• _What to produce_: Transcribe the stretch of entries below from the line with "M898,116L908,147L899,150L901,158L866,171L853,131Z" through the line with "M352,674L355,708L306,711L304,677Z", exactly and with both ends included; leave out all other lines.

• _Material provided_:
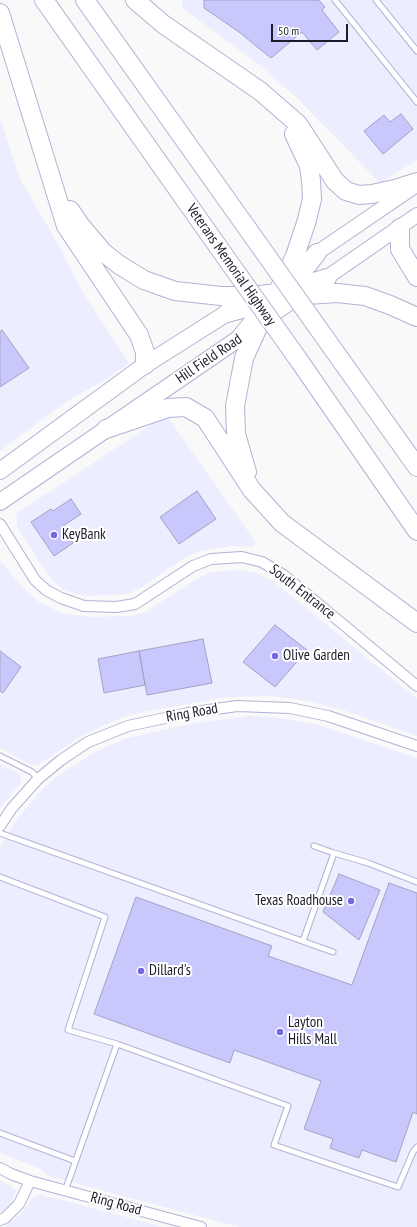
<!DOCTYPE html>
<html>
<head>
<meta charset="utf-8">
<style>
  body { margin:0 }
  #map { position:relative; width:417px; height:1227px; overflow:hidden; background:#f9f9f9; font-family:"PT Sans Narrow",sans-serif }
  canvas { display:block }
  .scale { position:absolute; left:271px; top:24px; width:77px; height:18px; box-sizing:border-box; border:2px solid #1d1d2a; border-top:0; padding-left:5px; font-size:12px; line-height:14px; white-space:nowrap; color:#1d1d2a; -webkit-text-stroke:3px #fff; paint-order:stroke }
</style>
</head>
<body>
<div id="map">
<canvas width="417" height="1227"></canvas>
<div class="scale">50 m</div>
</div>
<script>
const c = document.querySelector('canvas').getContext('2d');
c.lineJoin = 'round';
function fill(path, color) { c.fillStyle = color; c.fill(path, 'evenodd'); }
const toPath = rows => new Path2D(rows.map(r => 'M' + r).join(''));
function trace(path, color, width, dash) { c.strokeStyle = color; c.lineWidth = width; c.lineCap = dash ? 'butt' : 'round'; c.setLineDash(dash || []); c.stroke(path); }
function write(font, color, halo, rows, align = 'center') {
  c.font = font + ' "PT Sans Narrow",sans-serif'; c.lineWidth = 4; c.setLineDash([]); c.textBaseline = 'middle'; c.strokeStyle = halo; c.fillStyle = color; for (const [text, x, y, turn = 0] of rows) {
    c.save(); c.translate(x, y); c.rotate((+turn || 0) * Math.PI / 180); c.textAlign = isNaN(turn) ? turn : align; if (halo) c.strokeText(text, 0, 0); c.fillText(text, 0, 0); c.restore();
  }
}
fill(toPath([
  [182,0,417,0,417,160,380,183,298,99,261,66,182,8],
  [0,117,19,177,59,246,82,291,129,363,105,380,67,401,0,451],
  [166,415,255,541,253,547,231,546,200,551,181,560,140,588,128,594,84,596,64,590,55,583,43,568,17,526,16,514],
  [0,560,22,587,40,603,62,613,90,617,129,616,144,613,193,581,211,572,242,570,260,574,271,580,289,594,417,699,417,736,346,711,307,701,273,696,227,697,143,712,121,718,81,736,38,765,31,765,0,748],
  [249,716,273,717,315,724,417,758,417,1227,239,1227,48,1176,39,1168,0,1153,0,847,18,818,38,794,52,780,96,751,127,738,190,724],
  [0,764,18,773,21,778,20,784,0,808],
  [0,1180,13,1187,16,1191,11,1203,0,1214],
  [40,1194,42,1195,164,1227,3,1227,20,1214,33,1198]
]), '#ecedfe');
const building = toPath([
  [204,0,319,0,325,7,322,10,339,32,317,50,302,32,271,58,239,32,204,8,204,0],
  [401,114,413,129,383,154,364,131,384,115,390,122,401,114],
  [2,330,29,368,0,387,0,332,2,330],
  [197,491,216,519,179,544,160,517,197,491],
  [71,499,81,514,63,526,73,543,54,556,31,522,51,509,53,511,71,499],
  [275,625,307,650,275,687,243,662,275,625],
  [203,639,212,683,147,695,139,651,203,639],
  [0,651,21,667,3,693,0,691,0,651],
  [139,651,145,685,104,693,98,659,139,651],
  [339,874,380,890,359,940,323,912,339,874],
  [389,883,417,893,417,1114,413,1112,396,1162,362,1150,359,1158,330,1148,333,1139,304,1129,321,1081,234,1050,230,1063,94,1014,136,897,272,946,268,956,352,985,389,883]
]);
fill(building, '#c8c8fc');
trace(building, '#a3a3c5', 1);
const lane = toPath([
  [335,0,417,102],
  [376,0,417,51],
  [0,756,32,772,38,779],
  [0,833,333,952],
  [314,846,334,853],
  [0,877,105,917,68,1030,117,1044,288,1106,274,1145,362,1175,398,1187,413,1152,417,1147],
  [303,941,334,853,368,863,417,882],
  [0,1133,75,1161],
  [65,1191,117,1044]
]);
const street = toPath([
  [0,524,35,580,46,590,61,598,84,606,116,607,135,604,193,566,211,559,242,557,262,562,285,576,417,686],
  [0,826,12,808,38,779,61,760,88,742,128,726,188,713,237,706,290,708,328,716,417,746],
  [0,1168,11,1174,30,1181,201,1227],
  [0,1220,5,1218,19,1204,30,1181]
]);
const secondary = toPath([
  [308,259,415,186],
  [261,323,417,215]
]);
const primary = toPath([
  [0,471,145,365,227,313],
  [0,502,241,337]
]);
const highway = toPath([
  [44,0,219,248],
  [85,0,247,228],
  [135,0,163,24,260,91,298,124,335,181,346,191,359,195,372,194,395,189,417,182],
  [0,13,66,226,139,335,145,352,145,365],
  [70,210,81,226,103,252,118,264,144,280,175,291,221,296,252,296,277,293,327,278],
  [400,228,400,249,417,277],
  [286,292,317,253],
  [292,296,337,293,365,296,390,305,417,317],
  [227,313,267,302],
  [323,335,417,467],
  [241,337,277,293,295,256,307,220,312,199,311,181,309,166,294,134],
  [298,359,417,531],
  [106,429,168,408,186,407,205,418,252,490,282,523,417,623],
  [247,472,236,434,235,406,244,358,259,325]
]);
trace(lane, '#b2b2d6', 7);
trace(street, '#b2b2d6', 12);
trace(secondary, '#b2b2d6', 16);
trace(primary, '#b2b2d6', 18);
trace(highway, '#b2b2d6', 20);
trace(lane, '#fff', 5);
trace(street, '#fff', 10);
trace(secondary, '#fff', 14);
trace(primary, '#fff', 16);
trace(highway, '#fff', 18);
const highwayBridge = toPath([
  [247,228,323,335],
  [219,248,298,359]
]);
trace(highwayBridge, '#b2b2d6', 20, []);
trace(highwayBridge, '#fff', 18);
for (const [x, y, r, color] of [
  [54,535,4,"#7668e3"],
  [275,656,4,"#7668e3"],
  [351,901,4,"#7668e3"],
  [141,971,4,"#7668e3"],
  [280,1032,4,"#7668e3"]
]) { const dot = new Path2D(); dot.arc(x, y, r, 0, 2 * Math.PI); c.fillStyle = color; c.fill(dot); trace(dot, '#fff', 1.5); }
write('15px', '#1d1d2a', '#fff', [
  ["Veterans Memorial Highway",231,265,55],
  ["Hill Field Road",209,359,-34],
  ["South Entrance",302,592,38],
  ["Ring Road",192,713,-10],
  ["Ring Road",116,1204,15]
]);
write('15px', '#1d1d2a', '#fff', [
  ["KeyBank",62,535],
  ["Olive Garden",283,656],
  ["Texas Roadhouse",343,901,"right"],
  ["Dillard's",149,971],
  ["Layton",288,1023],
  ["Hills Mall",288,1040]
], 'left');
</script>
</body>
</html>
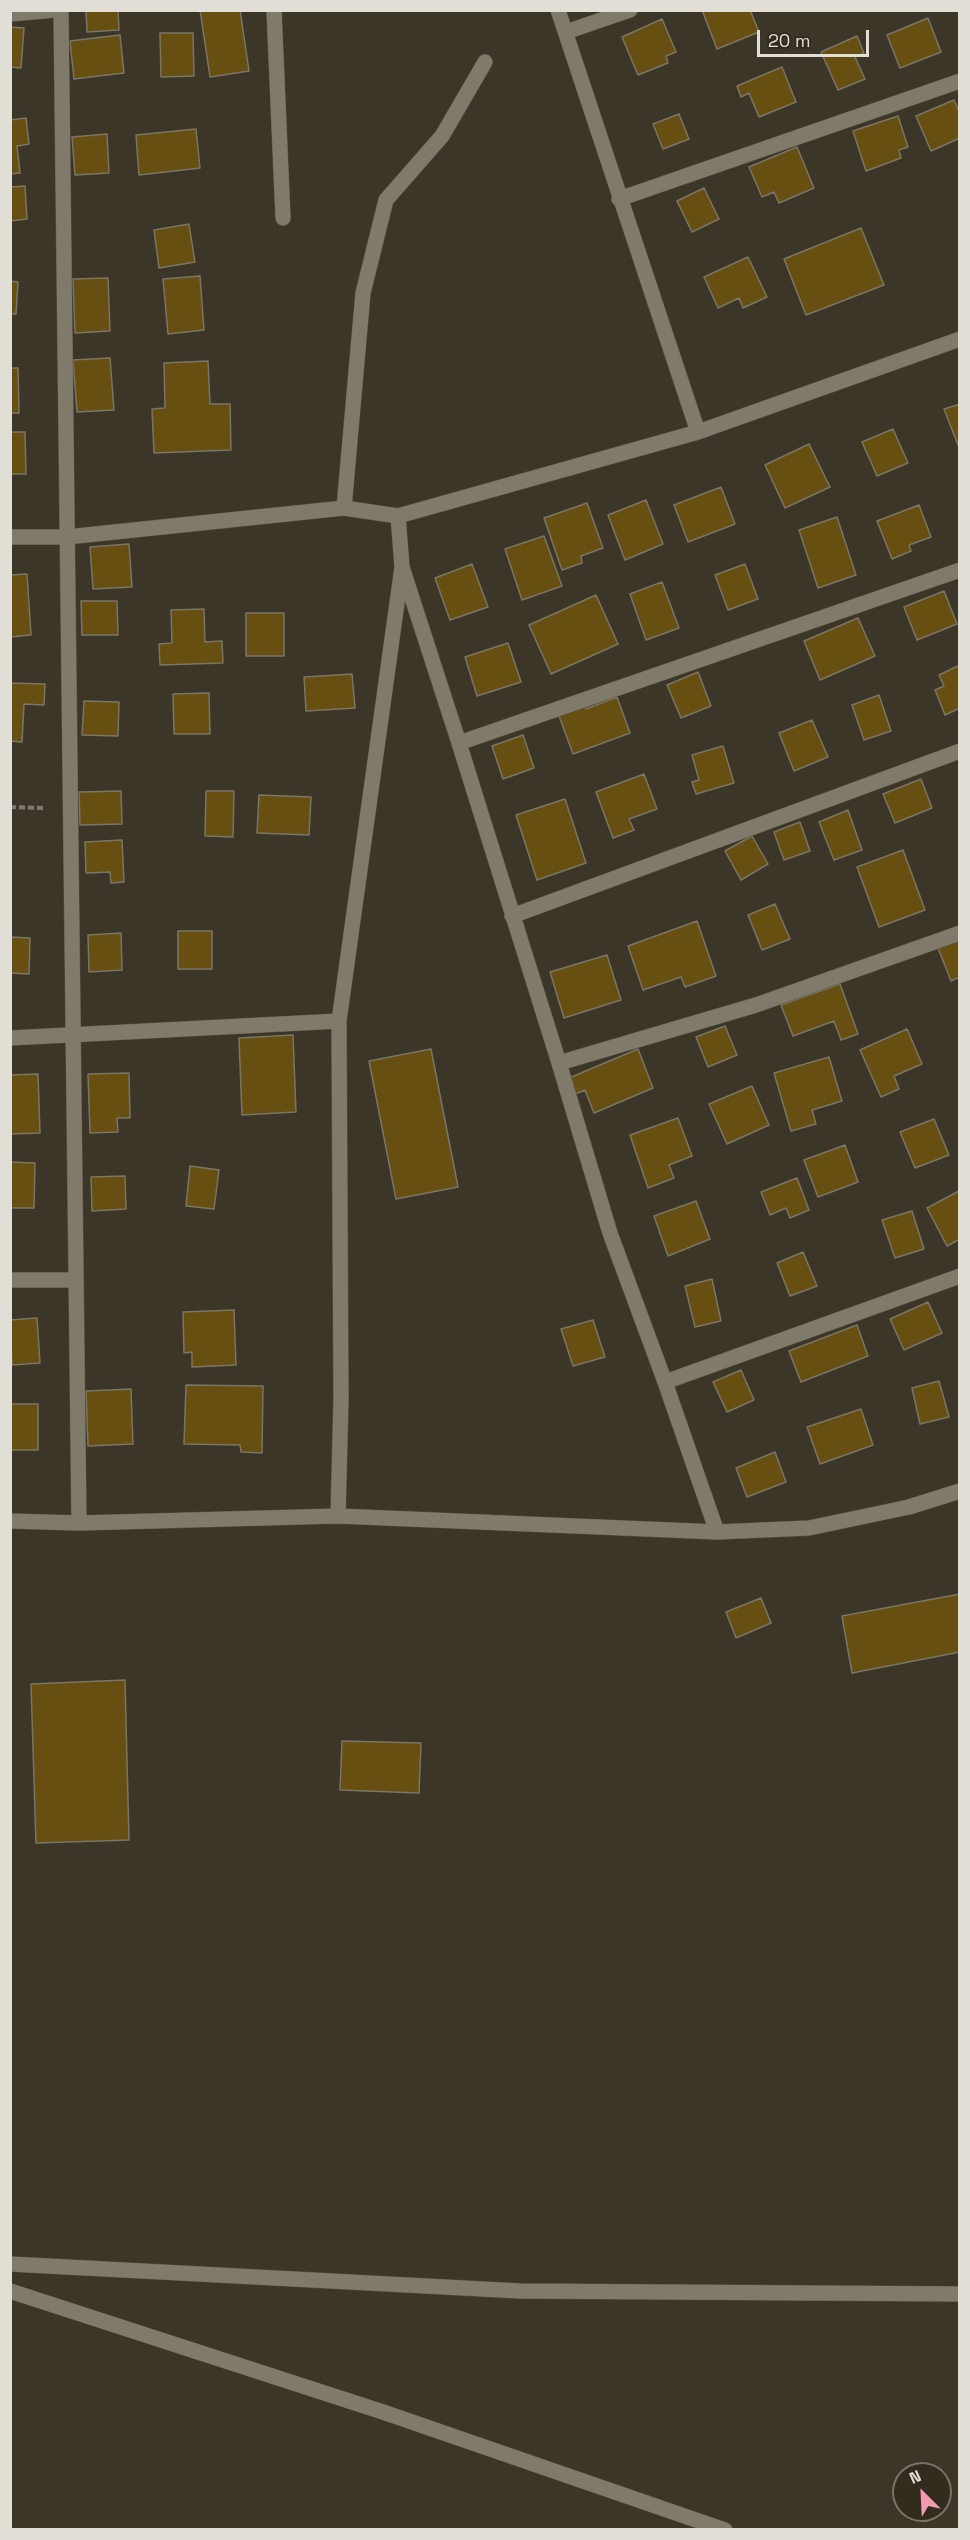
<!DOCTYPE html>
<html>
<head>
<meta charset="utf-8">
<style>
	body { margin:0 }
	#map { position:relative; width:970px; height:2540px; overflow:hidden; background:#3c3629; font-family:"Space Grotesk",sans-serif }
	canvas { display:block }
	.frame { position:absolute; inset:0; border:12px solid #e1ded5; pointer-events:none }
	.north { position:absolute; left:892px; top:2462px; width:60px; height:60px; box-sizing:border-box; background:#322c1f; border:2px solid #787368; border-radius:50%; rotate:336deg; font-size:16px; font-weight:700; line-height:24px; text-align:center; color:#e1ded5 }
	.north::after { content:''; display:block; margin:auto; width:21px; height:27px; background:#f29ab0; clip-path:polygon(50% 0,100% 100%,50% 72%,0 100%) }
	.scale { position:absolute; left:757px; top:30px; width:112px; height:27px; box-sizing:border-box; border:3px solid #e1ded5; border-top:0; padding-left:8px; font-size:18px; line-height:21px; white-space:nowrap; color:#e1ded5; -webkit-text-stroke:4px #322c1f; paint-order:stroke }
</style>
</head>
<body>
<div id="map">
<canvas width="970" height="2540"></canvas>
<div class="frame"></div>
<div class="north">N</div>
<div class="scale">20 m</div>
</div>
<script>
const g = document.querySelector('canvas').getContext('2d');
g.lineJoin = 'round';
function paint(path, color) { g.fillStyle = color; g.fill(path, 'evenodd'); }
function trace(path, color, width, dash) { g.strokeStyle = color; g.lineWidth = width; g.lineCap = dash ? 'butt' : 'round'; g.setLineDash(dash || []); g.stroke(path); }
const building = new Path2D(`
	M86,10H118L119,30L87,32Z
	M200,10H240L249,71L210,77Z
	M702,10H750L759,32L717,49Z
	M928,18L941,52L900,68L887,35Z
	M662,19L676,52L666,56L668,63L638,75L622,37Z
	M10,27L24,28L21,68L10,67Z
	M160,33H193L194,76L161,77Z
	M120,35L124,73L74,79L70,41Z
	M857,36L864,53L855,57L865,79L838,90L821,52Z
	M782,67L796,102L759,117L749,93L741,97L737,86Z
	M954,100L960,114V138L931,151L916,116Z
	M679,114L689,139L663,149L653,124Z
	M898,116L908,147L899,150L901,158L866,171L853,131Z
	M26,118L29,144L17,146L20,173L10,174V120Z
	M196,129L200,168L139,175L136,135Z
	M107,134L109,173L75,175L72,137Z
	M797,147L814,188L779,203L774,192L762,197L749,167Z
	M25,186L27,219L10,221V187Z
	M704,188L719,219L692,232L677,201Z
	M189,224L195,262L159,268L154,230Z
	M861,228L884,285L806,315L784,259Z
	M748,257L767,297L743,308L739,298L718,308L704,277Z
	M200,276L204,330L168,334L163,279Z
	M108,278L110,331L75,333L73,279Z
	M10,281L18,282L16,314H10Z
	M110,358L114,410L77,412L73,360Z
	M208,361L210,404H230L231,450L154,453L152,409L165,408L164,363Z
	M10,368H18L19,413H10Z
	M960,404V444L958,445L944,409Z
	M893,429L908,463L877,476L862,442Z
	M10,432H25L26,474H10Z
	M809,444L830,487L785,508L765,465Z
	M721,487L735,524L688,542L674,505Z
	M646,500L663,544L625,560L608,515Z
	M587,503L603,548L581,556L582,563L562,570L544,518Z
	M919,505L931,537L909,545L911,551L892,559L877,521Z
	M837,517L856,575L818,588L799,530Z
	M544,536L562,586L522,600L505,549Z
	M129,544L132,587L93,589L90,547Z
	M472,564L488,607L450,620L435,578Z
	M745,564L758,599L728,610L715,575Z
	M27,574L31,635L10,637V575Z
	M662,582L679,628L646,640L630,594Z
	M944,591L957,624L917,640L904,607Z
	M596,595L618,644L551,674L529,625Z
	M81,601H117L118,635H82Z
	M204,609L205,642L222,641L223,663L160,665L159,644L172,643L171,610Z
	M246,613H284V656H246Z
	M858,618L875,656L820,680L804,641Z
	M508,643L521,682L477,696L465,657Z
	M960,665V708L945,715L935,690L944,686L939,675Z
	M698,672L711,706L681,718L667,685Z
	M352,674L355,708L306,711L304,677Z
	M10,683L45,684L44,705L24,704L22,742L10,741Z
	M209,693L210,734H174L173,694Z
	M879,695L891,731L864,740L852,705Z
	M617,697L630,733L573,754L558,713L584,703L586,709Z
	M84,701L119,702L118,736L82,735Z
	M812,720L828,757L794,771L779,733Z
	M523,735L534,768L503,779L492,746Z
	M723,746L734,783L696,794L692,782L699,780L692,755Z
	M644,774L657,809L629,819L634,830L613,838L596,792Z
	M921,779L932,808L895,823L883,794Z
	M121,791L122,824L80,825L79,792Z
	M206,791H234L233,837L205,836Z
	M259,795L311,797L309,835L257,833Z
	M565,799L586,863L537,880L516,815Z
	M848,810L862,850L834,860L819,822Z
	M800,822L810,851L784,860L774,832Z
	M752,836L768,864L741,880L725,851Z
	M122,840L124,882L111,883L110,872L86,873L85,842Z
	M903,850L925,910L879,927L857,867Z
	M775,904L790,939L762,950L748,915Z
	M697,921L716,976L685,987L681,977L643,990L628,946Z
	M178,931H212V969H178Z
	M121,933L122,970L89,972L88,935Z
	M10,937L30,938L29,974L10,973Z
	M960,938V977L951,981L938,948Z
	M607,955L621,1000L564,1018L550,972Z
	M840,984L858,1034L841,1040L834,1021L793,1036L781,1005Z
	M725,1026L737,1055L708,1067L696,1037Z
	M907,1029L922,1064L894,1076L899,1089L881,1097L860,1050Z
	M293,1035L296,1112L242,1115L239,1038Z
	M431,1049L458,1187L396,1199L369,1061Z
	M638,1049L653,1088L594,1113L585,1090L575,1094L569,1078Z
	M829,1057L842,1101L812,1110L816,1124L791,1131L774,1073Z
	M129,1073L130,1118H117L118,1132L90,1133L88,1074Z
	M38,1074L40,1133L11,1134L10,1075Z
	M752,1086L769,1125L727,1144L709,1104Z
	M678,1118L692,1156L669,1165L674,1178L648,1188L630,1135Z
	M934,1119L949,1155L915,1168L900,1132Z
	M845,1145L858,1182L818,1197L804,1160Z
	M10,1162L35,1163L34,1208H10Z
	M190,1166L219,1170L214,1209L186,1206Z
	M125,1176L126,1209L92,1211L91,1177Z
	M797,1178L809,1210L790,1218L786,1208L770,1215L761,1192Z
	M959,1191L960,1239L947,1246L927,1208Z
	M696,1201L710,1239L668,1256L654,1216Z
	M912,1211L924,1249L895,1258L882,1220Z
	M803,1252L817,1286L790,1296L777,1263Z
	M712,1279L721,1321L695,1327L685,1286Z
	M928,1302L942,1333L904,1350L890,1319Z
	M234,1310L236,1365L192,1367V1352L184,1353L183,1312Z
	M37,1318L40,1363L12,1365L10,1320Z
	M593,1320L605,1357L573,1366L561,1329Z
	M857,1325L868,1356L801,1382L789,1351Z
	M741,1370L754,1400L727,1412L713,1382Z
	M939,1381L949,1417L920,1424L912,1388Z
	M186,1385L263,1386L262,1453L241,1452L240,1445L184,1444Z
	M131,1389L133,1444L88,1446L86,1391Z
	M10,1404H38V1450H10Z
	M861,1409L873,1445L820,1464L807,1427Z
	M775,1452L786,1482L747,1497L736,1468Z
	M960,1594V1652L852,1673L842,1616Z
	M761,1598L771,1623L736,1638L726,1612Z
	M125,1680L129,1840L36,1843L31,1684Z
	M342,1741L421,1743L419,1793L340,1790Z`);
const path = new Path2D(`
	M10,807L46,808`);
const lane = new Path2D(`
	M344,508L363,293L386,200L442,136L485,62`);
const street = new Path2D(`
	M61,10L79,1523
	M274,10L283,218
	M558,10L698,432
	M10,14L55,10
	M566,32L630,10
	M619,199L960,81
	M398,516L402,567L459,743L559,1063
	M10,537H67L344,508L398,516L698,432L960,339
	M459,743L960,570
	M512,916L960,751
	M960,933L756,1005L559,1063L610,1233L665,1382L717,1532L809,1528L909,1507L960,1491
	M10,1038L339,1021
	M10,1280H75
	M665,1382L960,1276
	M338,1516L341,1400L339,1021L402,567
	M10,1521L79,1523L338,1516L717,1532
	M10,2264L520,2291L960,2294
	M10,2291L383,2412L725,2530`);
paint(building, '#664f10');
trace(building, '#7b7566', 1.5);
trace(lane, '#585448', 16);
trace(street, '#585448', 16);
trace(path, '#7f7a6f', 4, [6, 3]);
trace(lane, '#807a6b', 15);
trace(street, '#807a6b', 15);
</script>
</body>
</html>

• _Result below_:
	M898,116L908,147L899,150L901,158L866,171L853,131Z
	M26,118L29,144L17,146L20,173L10,174V120Z
	M196,129L200,168L139,175L136,135Z
	M107,134L109,173L75,175L72,137Z
	M797,147L814,188L779,203L774,192L762,197L749,167Z
	M25,186L27,219L10,221V187Z
	M704,188L719,219L692,232L677,201Z
	M189,224L195,262L159,268L154,230Z
	M861,228L884,285L806,315L784,259Z
	M748,257L767,297L743,308L739,298L718,308L704,277Z
	M200,276L204,330L168,334L163,279Z
	M108,278L110,331L75,333L73,279Z
	M10,281L18,282L16,314H10Z
	M110,358L114,410L77,412L73,360Z
	M208,361L210,404H230L231,450L154,453L152,409L165,408L164,363Z
	M10,368H18L19,413H10Z
	M960,404V444L958,445L944,409Z
	M893,429L908,463L877,476L862,442Z
	M10,432H25L26,474H10Z
	M809,444L830,487L785,508L765,465Z
	M721,487L735,524L688,542L674,505Z
	M646,500L663,544L625,560L608,515Z
	M587,503L603,548L581,556L582,563L562,570L544,518Z
	M919,505L931,537L909,545L911,551L892,559L877,521Z
	M837,517L856,575L818,588L799,530Z
	M544,536L562,586L522,600L505,549Z
	M129,544L132,587L93,589L90,547Z
	M472,564L488,607L450,620L435,578Z
	M745,564L758,599L728,610L715,575Z
	M27,574L31,635L10,637V575Z
	M662,582L679,628L646,640L630,594Z
	M944,591L957,624L917,640L904,607Z
	M596,595L618,644L551,674L529,625Z
	M81,601H117L118,635H82Z
	M204,609L205,642L222,641L223,663L160,665L159,644L172,643L171,610Z
	M246,613H284V656H246Z
	M858,618L875,656L820,680L804,641Z
	M508,643L521,682L477,696L465,657Z
	M960,665V708L945,715L935,690L944,686L939,675Z
	M698,672L711,706L681,718L667,685Z
	M352,674L355,708L306,711L304,677Z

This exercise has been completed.